Newtown activists lobby Congress on guns after DC shooting

WASHINGTON

Mary Sherlach was the guidance counselor and one of 26 people killed at Sandy Hook Elementary School last December.

The events this week in Washington D.C. hit especially close to home.

Sherlach immediately checked in with his daughter, a graduate student at Georgetown. And there's another connection: the son of close friends once worked on the very floor of the building at the Washington Navy Yard where the shooting took place. He was ok, but Sherlach said there were some anxious moments.

With the flags in Newtown at half-staff once again, Washington is the focus for many in this community. Before dawn on Tuesday about 50 members of the Newtown Action Alliance boarded a bus for a two day visit to the nation's capital to push for tougher gun laws.
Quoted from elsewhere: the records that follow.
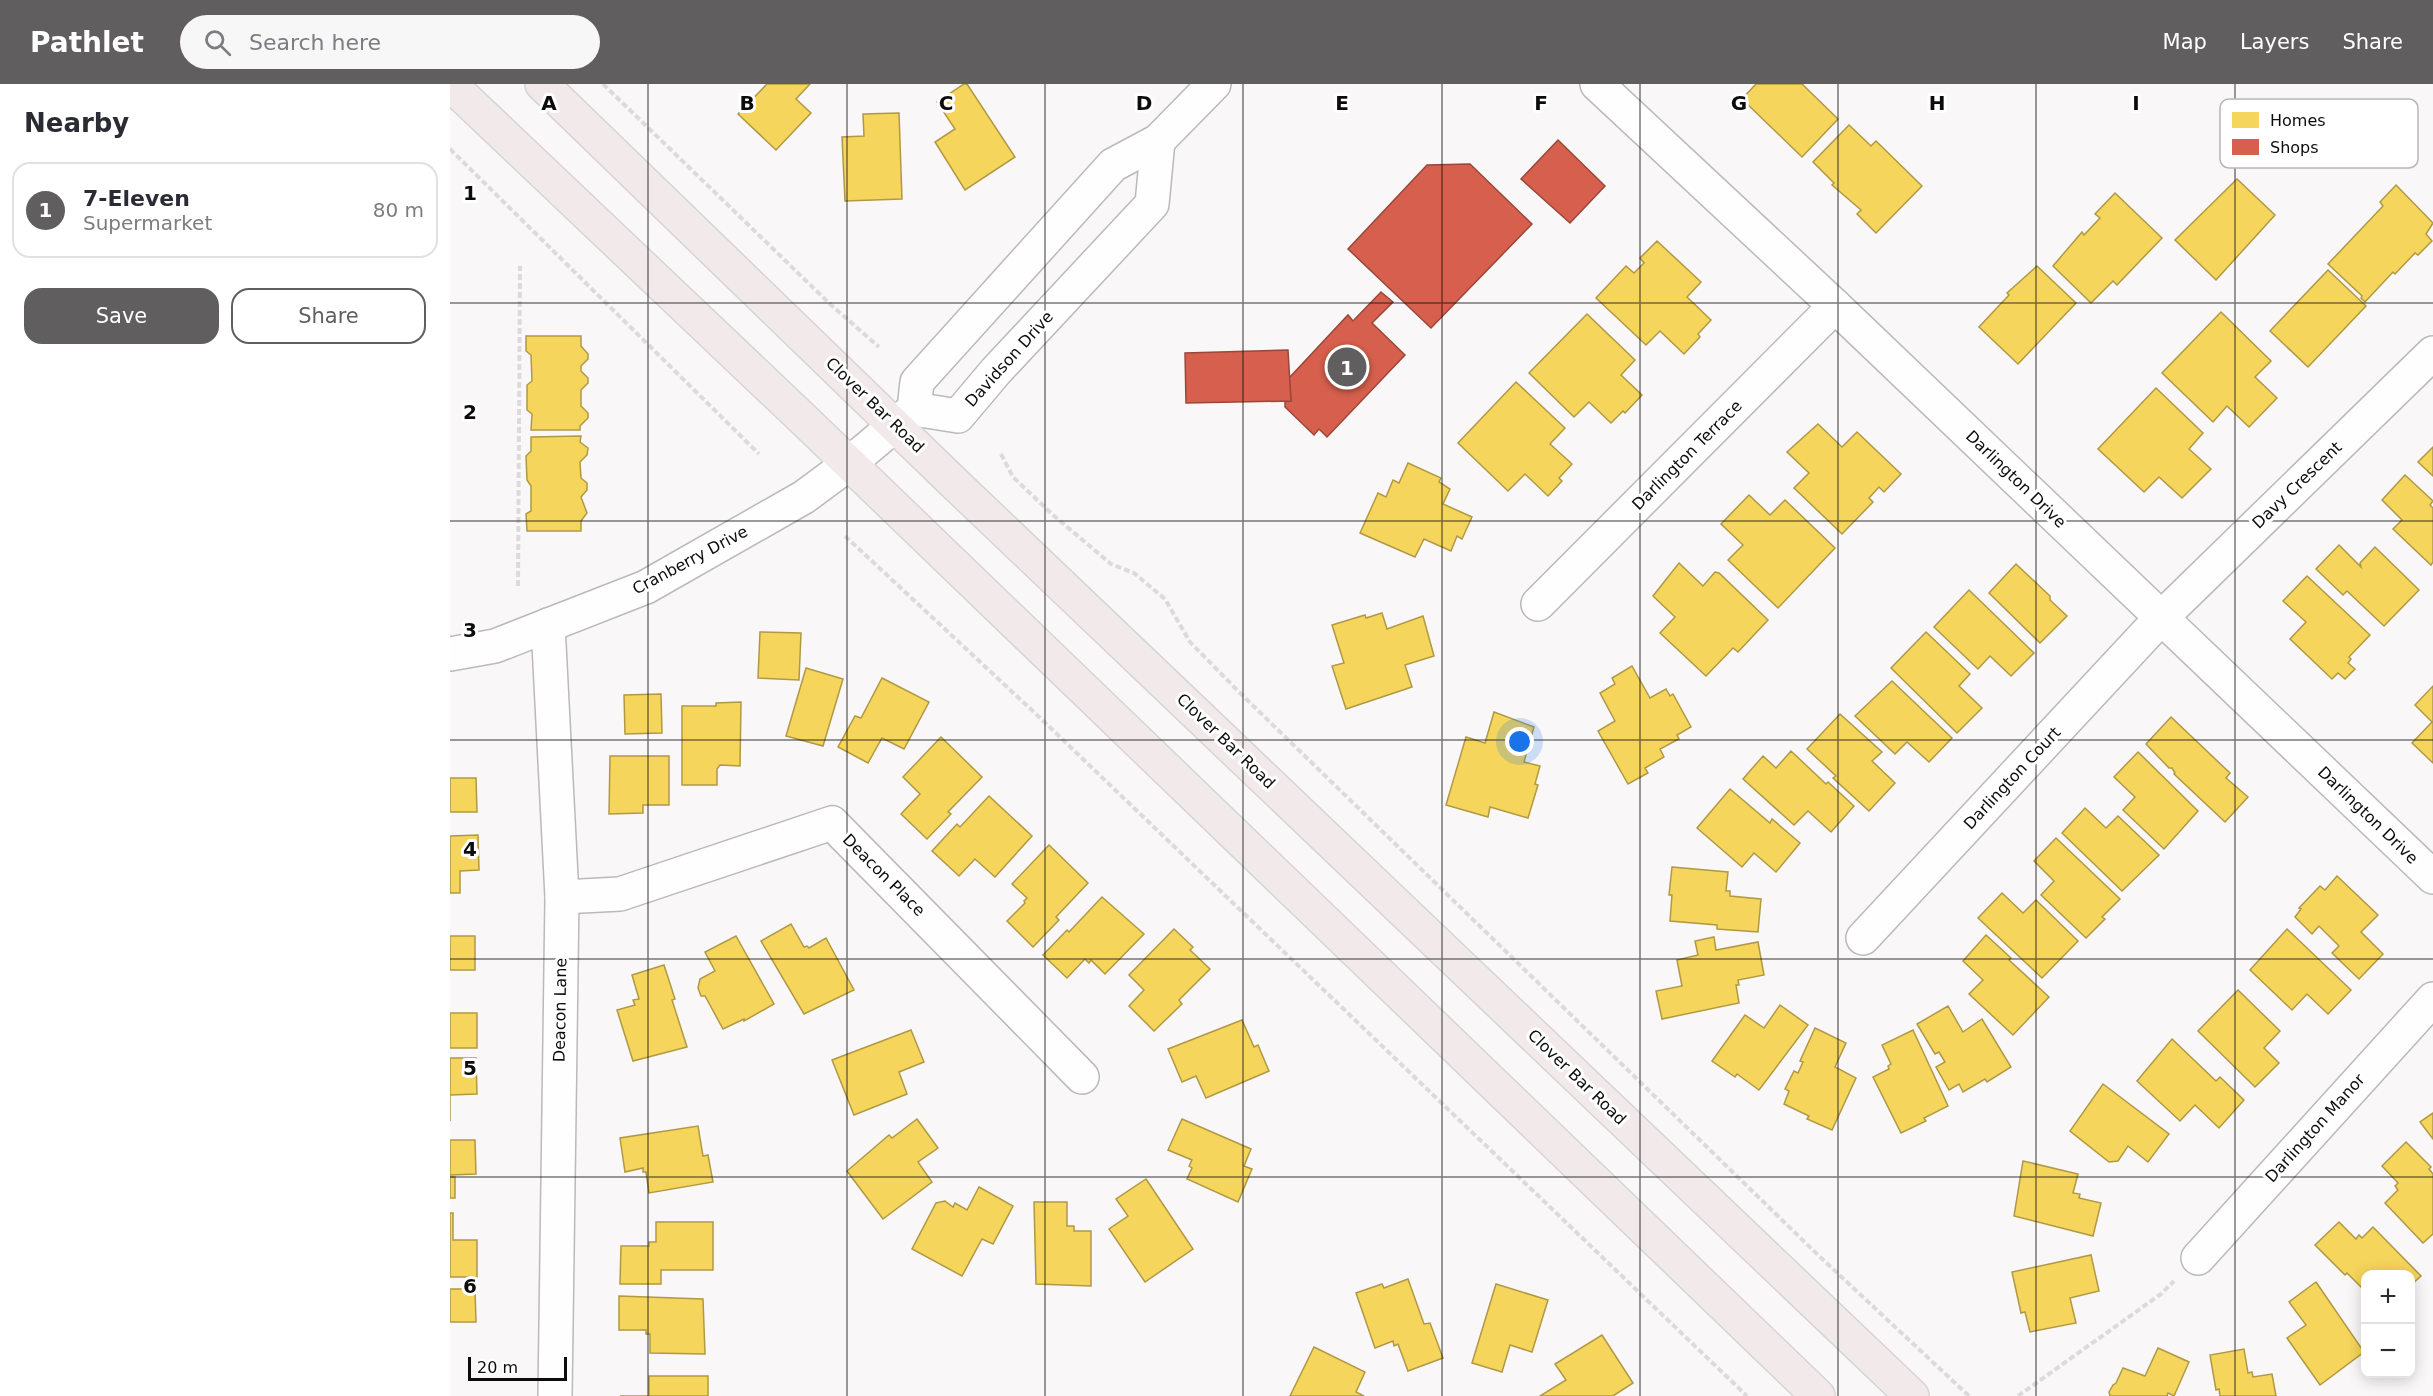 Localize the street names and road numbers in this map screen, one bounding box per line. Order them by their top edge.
street label: Davidson Drive [961,307,1057,411]
street label: Clover Bar Road [822,353,928,457]
street label: Darlington Terrace [1628,396,1746,514]
street label: Darlington Drive [1962,426,2070,532]
street label: Davy Crescent [2248,438,2346,532]
street label: Cranberry Drive [629,522,751,598]
street label: Clover Bar Road [1173,689,1279,793]
street label: Darlington Court [1960,723,2064,833]
street label: Darlington Drive [2314,762,2422,868]
street label: Deacon Place [839,830,929,920]
street label: Deacon Lane [550,958,570,1062]
street label: Clover Bar Road [1524,1025,1630,1129]
street label: Darlington Manor [2261,1070,2369,1186]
The trip by the Newtown Action Alliance gun law advocacy group was planned to mark roughly nine months since the Dec. 14 rampage in Newtown, Conn., in which 20 children and six educators were shot to death. It now also quickly follows Monday's killings at the Washington Navy Yard.

Members of the group also included those who lost family members in the July 2012 shooting at a movie theater in Aurora, Colo., in which 12 people were gunned down and 70 wounded.
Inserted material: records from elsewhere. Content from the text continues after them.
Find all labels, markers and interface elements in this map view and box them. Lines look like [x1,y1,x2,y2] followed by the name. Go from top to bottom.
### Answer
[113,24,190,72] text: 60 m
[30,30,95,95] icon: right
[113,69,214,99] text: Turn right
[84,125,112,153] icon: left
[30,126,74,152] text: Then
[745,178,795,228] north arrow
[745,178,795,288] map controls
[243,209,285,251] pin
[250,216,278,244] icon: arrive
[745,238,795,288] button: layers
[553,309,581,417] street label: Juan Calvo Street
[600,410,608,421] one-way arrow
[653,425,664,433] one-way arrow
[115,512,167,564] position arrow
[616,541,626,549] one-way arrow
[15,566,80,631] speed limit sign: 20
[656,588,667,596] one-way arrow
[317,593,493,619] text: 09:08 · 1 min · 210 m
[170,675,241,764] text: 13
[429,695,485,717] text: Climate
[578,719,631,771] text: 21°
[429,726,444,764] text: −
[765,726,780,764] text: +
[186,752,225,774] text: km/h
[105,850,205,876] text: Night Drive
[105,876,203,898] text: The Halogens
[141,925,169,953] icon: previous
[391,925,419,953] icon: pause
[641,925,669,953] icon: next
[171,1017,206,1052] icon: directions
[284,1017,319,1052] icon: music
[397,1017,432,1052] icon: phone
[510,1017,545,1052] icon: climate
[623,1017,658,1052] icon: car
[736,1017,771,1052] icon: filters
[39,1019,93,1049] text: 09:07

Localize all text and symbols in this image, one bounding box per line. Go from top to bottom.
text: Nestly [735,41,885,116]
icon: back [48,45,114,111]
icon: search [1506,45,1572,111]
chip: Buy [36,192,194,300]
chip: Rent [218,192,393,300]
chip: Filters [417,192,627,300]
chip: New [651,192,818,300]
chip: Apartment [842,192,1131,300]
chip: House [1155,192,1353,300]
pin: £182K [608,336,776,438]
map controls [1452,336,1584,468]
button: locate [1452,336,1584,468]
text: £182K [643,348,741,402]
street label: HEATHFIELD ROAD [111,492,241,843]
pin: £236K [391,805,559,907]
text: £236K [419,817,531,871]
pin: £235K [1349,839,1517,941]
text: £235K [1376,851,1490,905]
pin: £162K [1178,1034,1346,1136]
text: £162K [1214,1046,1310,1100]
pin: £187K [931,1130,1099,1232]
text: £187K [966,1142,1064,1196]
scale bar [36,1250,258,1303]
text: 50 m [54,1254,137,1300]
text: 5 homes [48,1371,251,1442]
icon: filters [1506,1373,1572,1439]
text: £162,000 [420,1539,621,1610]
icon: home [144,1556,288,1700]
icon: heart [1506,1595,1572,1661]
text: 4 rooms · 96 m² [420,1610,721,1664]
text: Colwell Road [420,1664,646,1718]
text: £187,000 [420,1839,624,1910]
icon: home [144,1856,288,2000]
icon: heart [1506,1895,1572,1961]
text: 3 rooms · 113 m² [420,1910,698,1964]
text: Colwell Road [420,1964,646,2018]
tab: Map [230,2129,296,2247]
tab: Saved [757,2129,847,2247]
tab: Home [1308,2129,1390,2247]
They also included Amardeep Kaleka, whose father was one of six Sikhs killed at a Wisconsin temple in August 2012.

Kaleka said his goal is to see Congress impose stricter background checks and close loopholes that enable people to buy guns at gun shows without any background checks. It's the same message he has given lawmakers before, but he said it has to be repeated so legislators don't forget there are multiple sides to the issue.

"The NRA is able to lobby them eight hours a day, five days a week, for months on end. We survivors come in periodically, only one or two times a year," he told The Associated Press. "I fear (lawmakers) are in that position where they think they're going to lose votes or money backing them campaign-wise."

Many in Newtown vow to keep fighting for what they call common sense changes.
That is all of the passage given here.